Chez Ti-Polo looks like a ranch house converted into a restaurant, with picnic tables out back where you can eat a plate of poutine and stare off into the fields. A cross between a diner and a casse-croûte, a snack stand that serves fried food to go, it sells the standard diner breakfast and greasy lunch.

Poutine, that beautiful mess of fries, gravy, and cheese curds, is Quebec’s de facto provincial dish. The hot dog, served as the traditional steamé in a pillowy white bun, or the somewhat less traditional buttered and griddled toasté, is a runner-up. Neither are traditional breakfasts in the sense that you’d grab it to go before heading into the office, but for the morning after a late night and while on the road they can offer a certain standard of comfort as the first meal of the day.

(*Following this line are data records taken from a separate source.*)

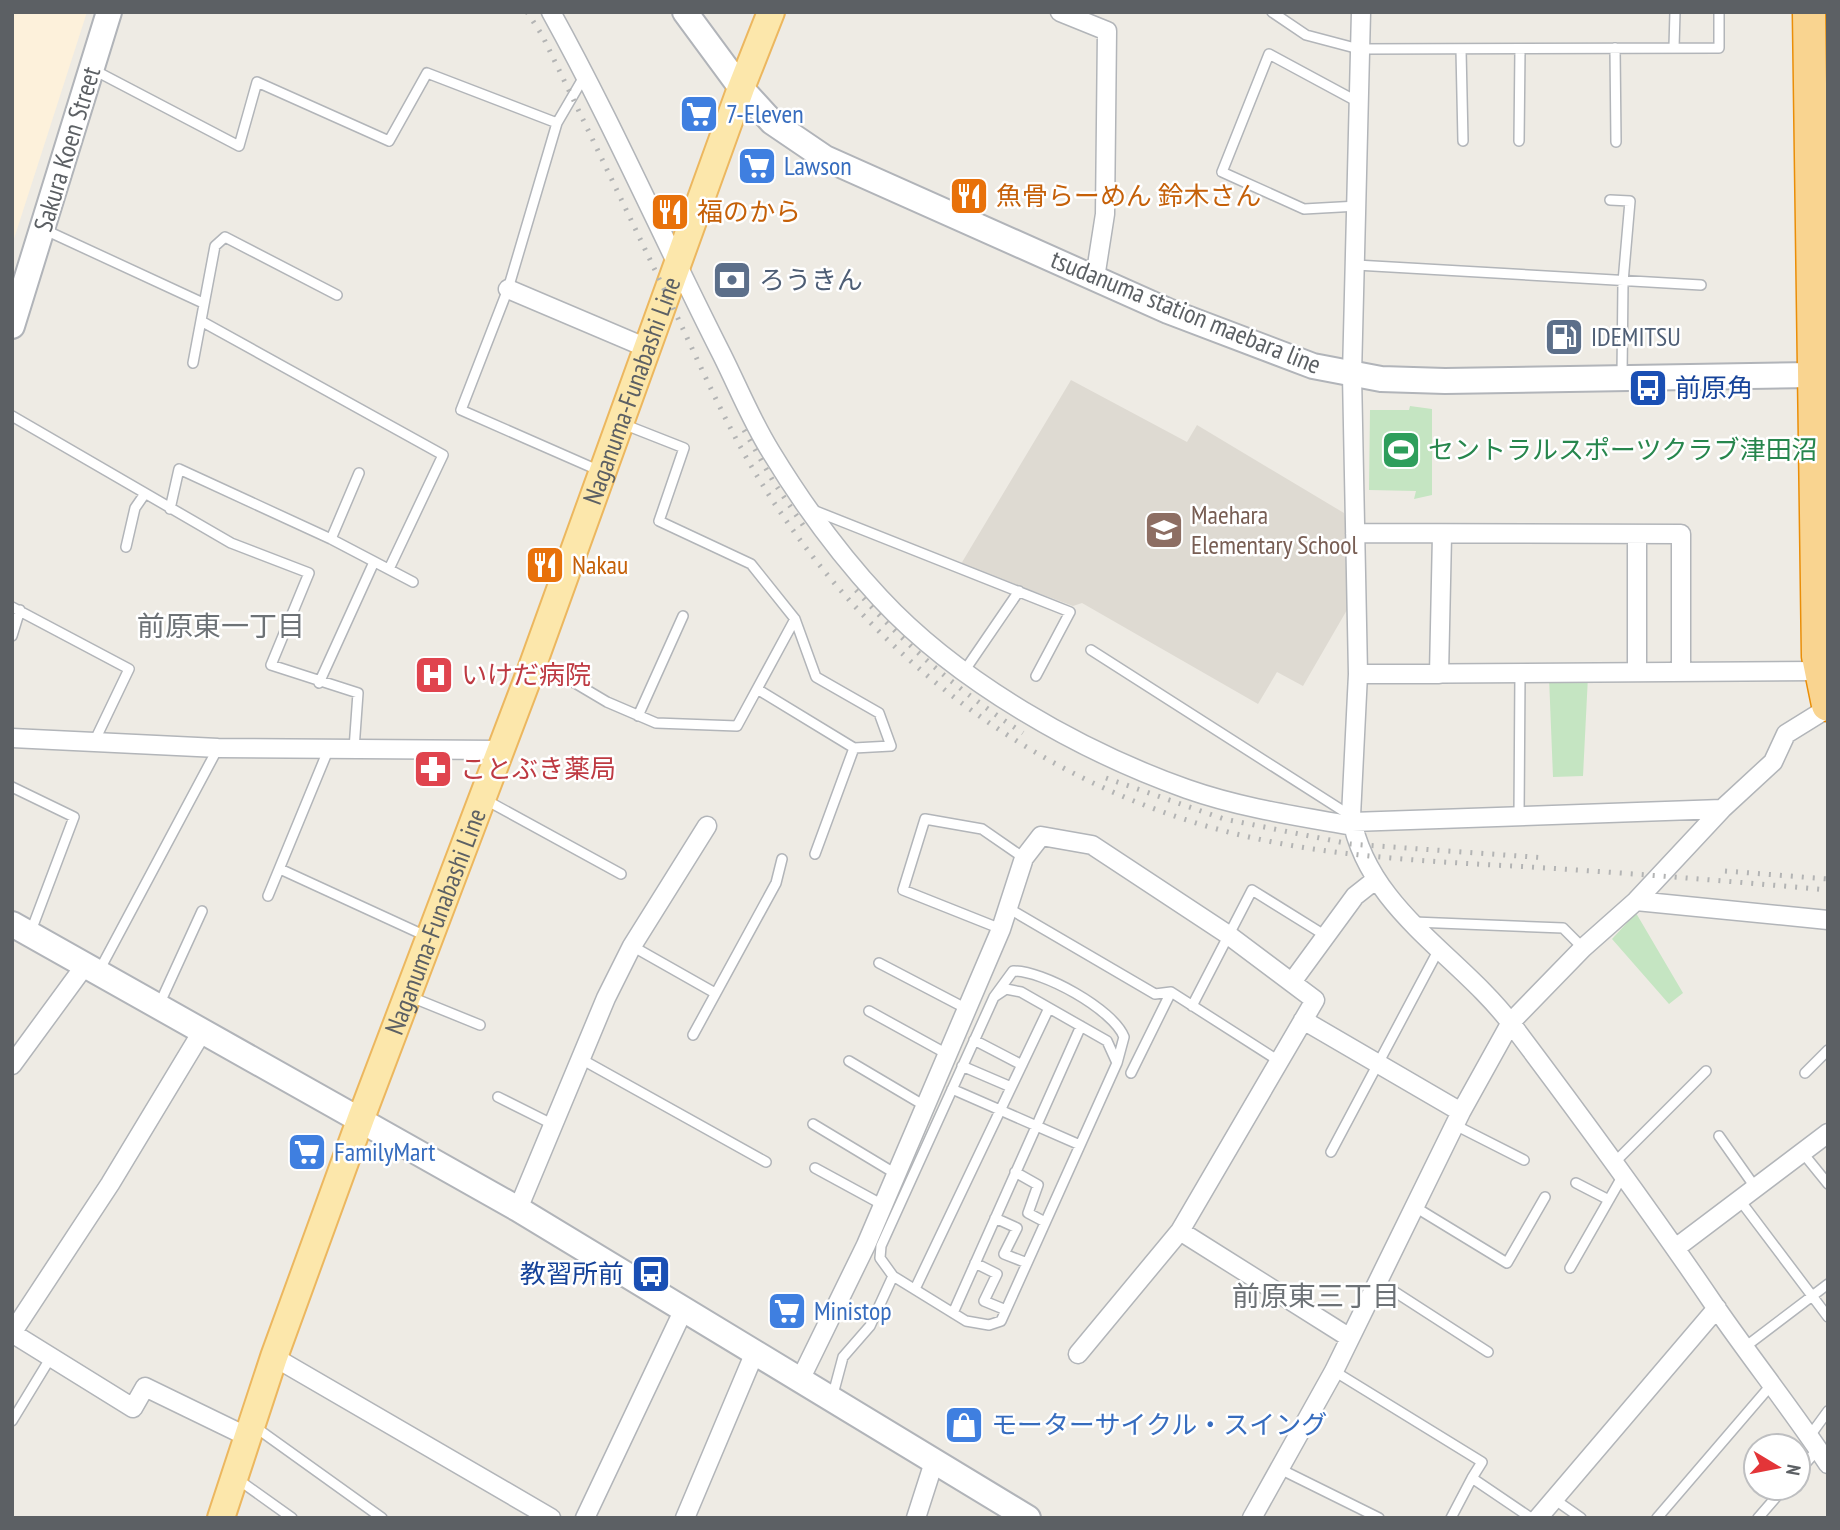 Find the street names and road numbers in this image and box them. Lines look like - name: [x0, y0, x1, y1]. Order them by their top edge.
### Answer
- street label: Sakura Koen Street: [26, 63, 107, 235]
- street label: tsudanuma station maebara line: [1046, 242, 1326, 381]
- street label: Naganuma-Funabashi Line: [575, 272, 687, 509]
- street label: Naganuma-Funabashi Line: [377, 804, 493, 1039] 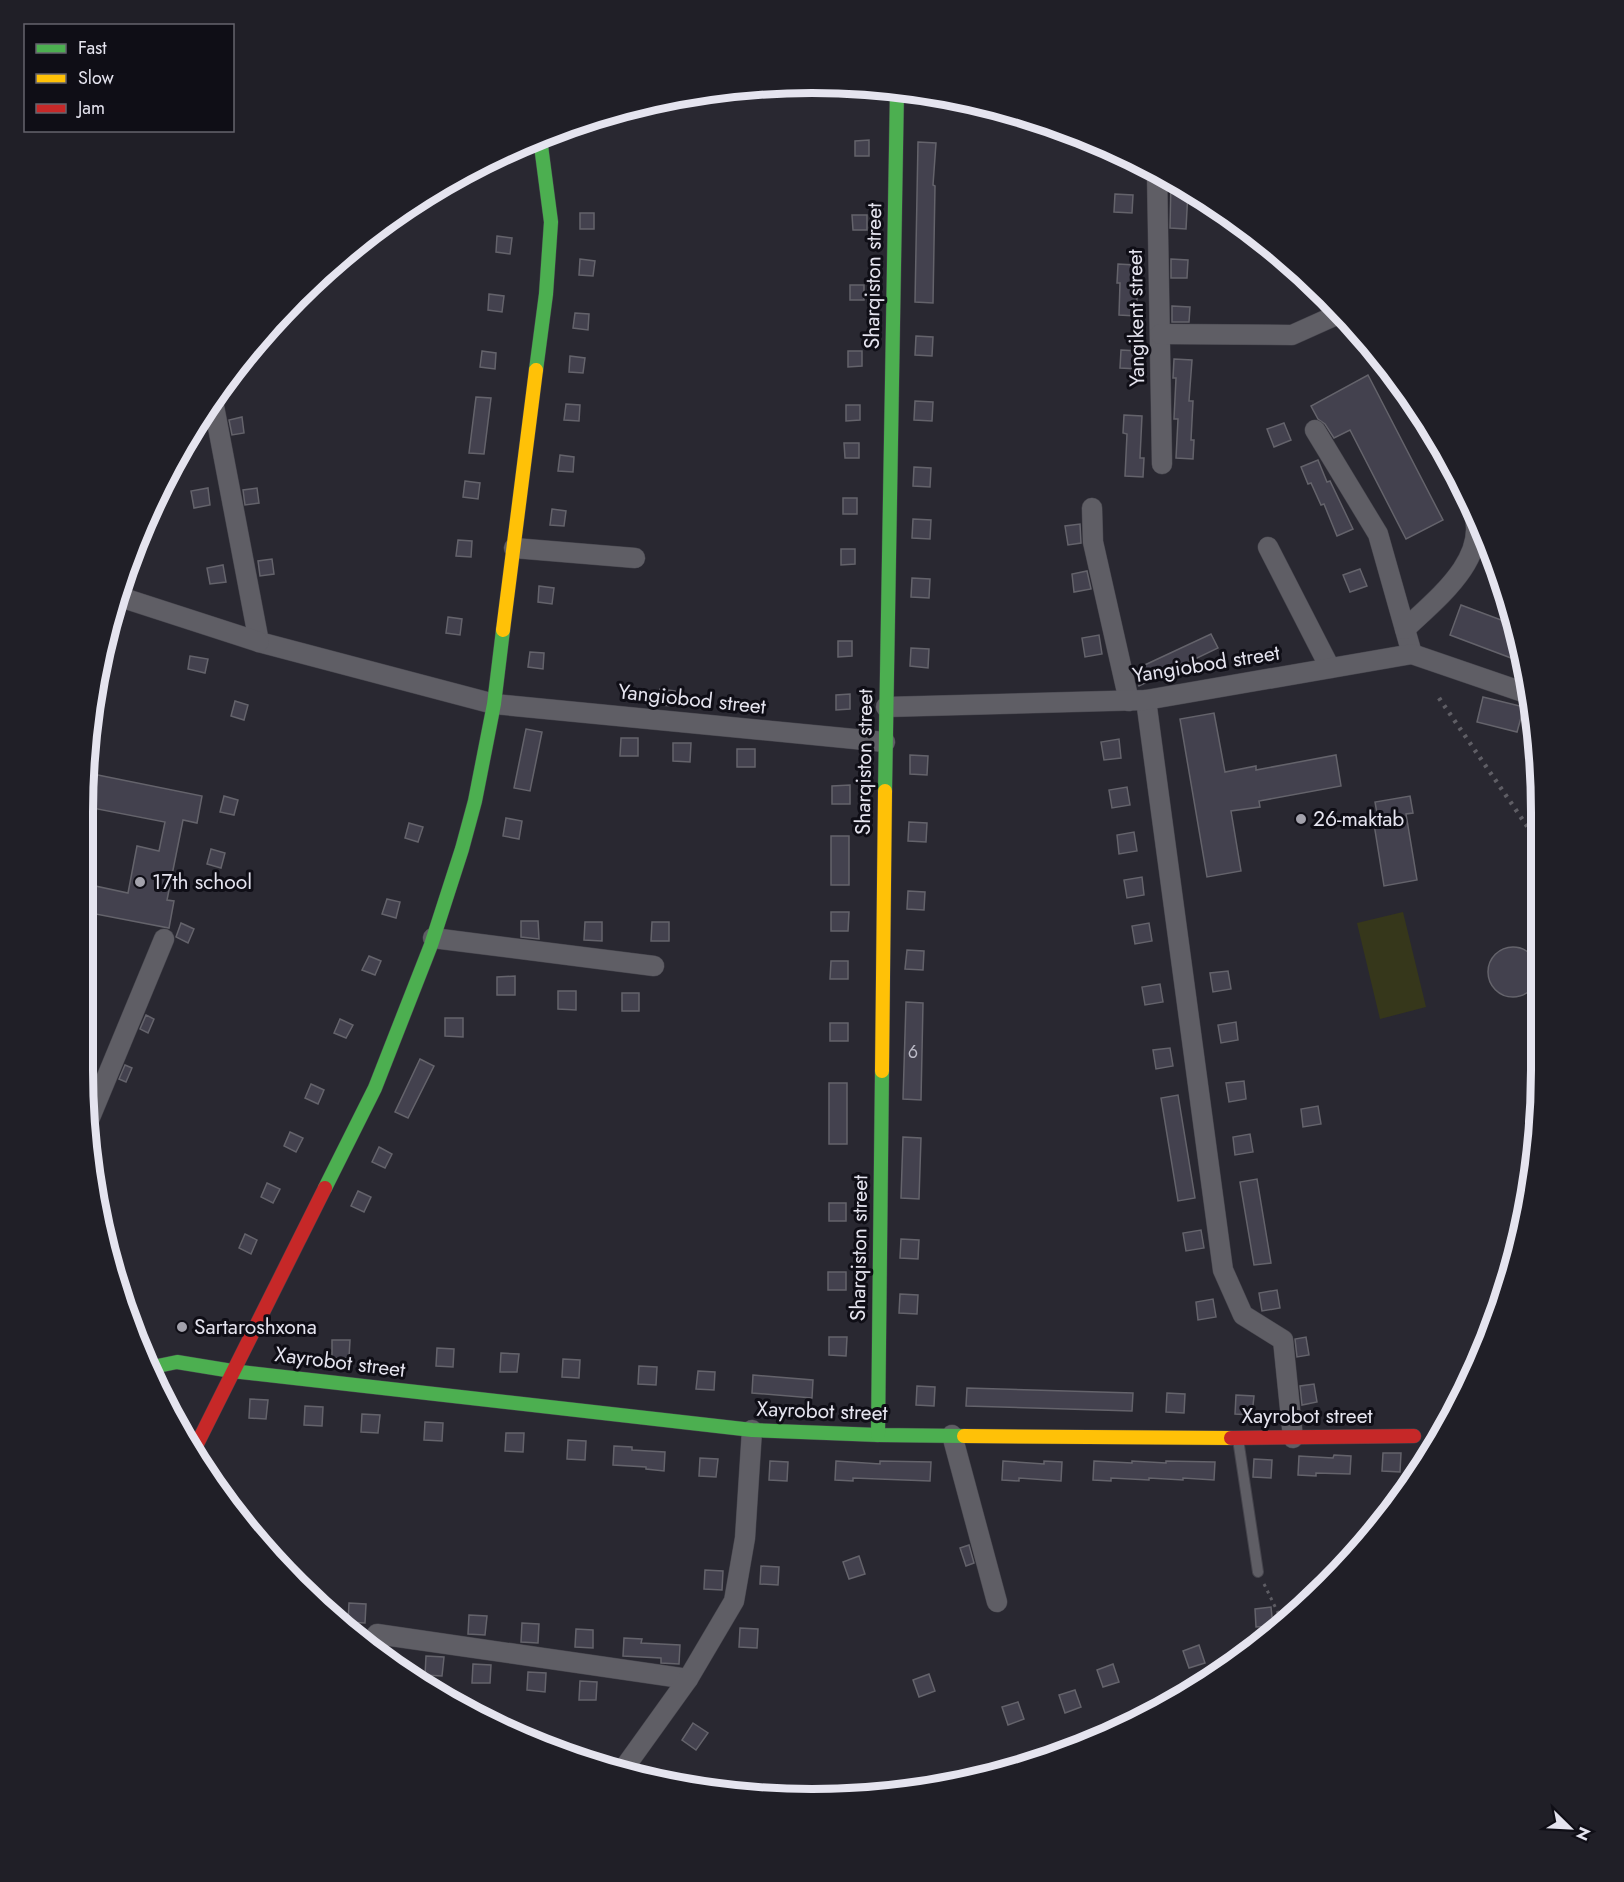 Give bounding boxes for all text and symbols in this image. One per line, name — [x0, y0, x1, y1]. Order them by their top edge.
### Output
legend — [24, 24, 234, 132]
text: Fast — [78, 35, 107, 61]
text: Slow — [78, 65, 115, 91]
text: Jam — [76, 95, 105, 121]
street label: Sharqiston street — [857, 203, 889, 349]
street label: Yangikent street — [1120, 249, 1152, 387]
street label: Yangiobod street — [1130, 638, 1282, 690]
street label: Yangiobod street — [617, 676, 767, 722]
street label: Sharqiston street — [848, 689, 880, 835]
place label: 26-maktab — [1313, 804, 1404, 834]
marker: 26-maktab — [1294, 812, 1308, 826]
place label: 17th school — [152, 867, 252, 897]
marker: 17th school — [133, 875, 147, 889]
house number: 6 — [908, 1039, 918, 1065]
street label: Sharqiston street — [843, 1175, 875, 1321]
place label: Sartaroshxona — [194, 1312, 317, 1342]
marker: Sartaroshxona — [175, 1320, 189, 1334]
street label: Xayrobot street — [273, 1339, 407, 1385]
street label: Xayrobot street — [756, 1394, 888, 1428]
street label: Xayrobot street — [1241, 1401, 1373, 1431]
north arrow — [1540, 1798, 1600, 1858]
text: N — [1570, 1823, 1596, 1844] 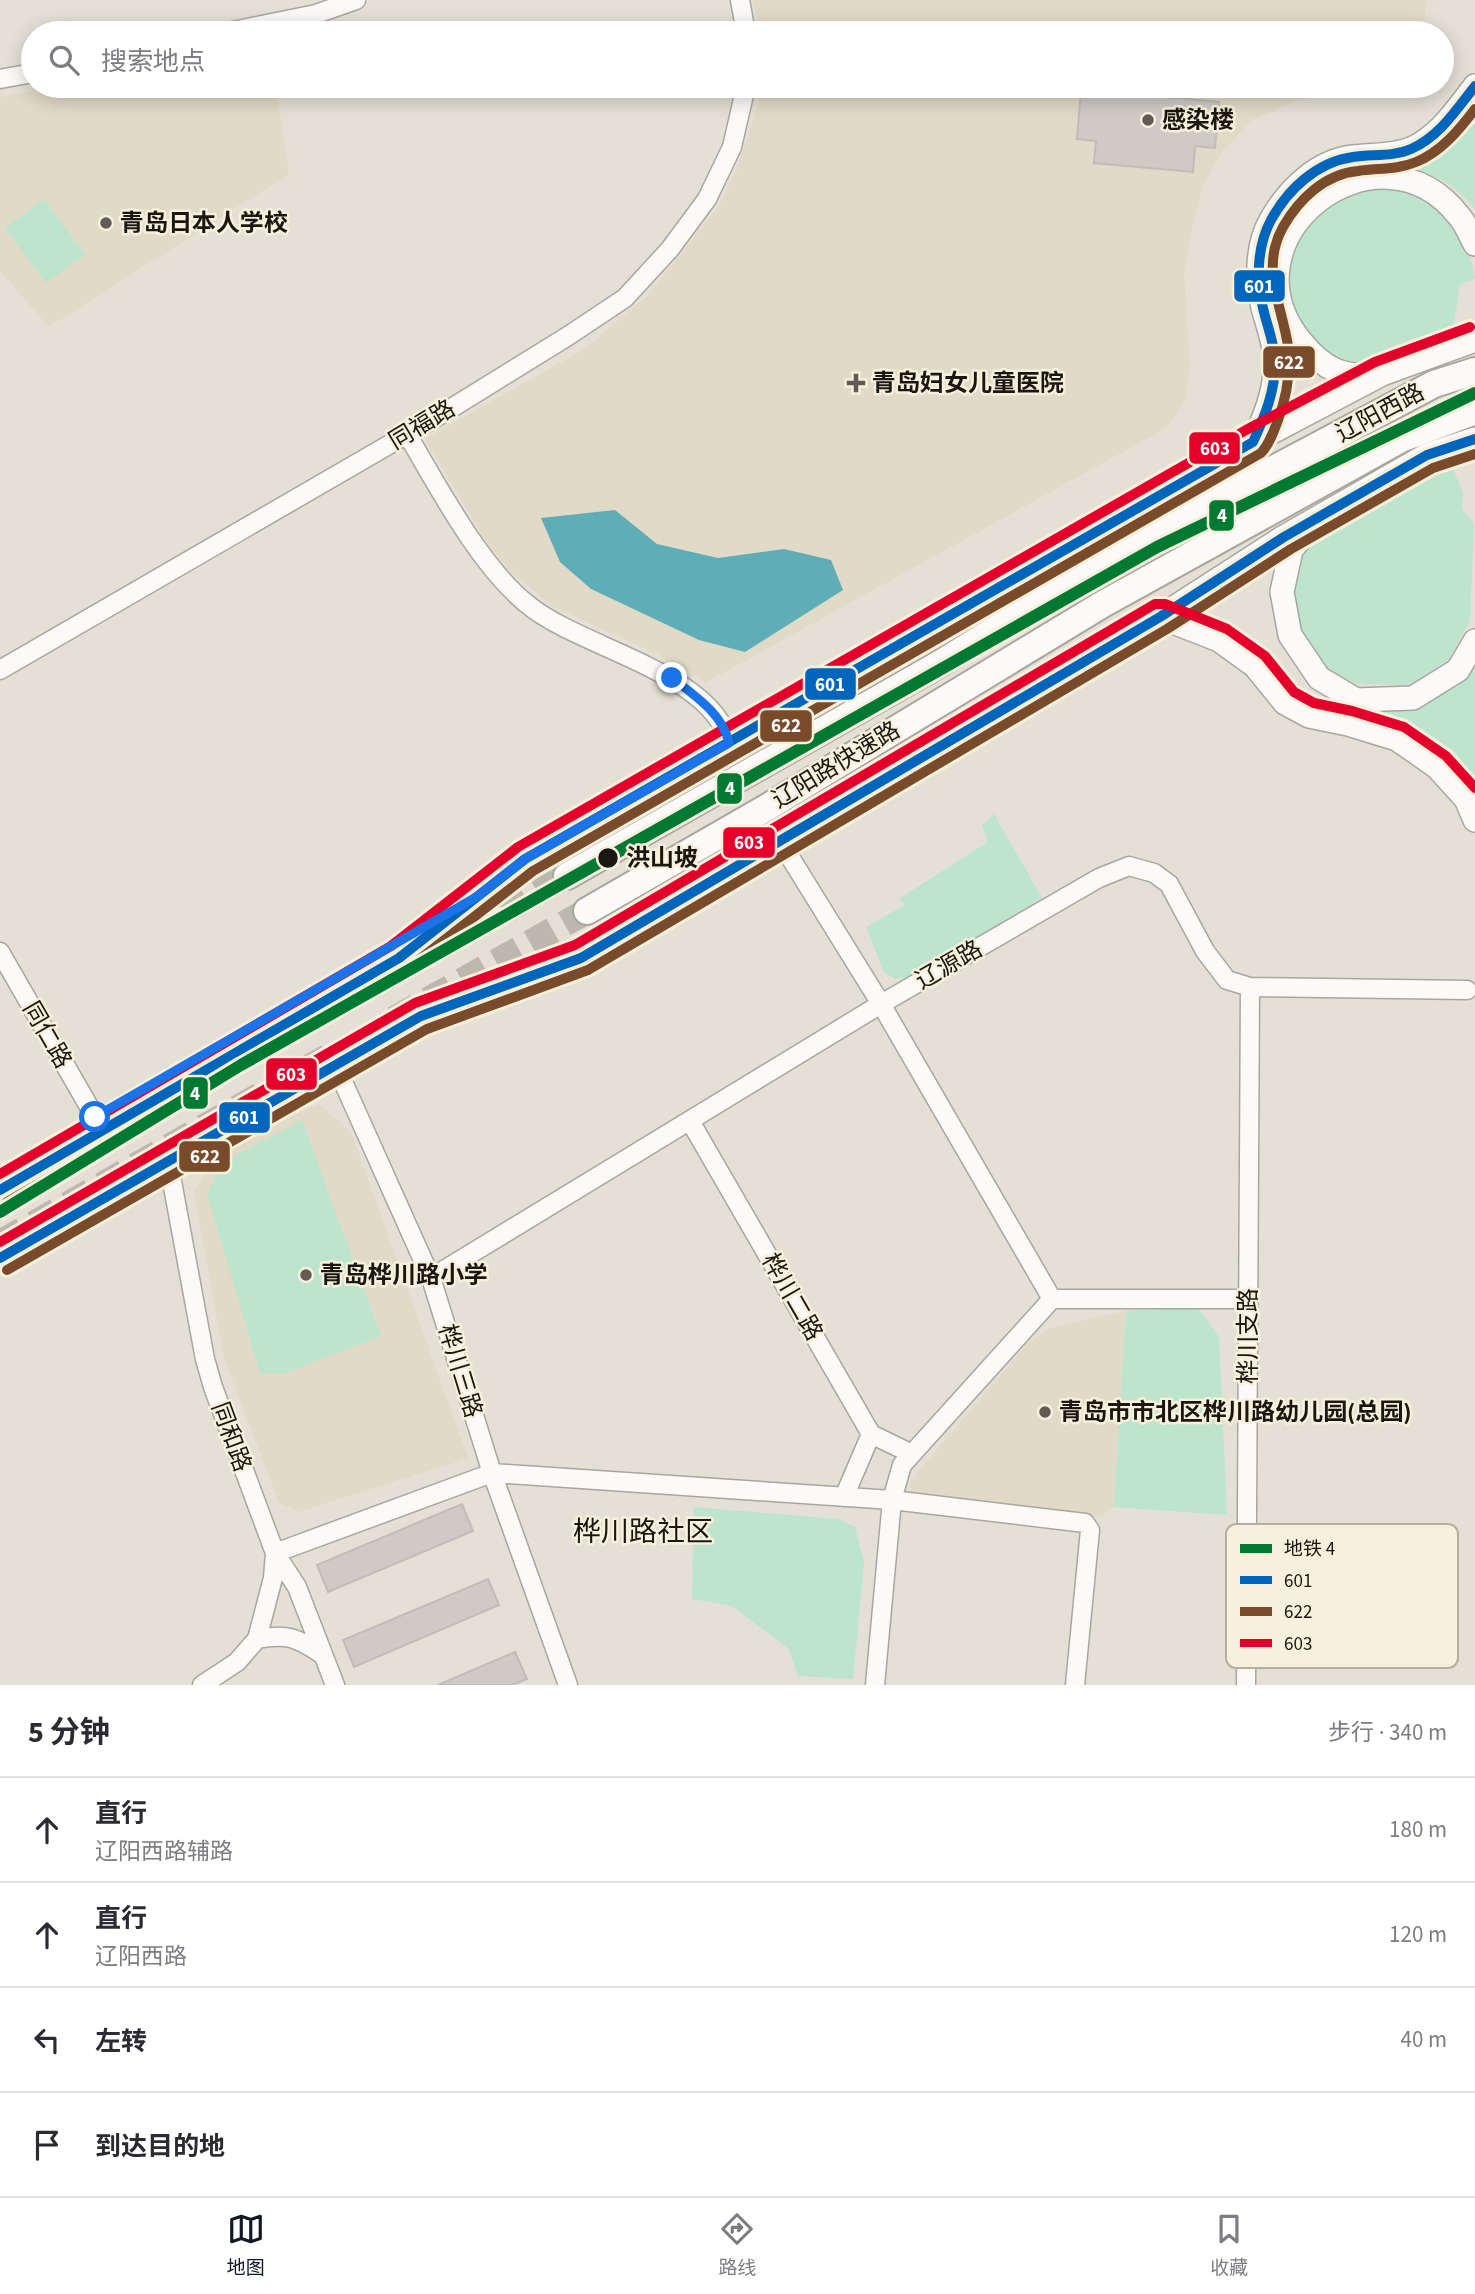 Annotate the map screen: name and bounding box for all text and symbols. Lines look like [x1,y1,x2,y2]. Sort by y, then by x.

On a late Tuesday morning when I am moderately hungover and heading south, I take the roughly one mile detour to stop at Chez Ti-Polo for a toasté, all-dressed with mustard, chopped onions and coleslaw, a side of frites and a coffee. It is hot, cheap, and quick, and I eat it sitting alone at the counter, watching the diner matron bustle around the floor and greet the regulars. I ask how long they’ve been open (37 years) and tell her how my family used to stop here on road trips to Montreal (“Ah, ouai?” she says while spooning the soup du jour into a bowl in the crook of her arm).

It is the perfect traveler’s breakfast of nostalgia and comfort, grease and substance. I don’t really want to leave, and am in no particular rush, but have no reason to stay either. After paying, I step outside into the cooler, quiet air. Behind the diner, a cat stalks the field and the cars to the left keep on rumbling by.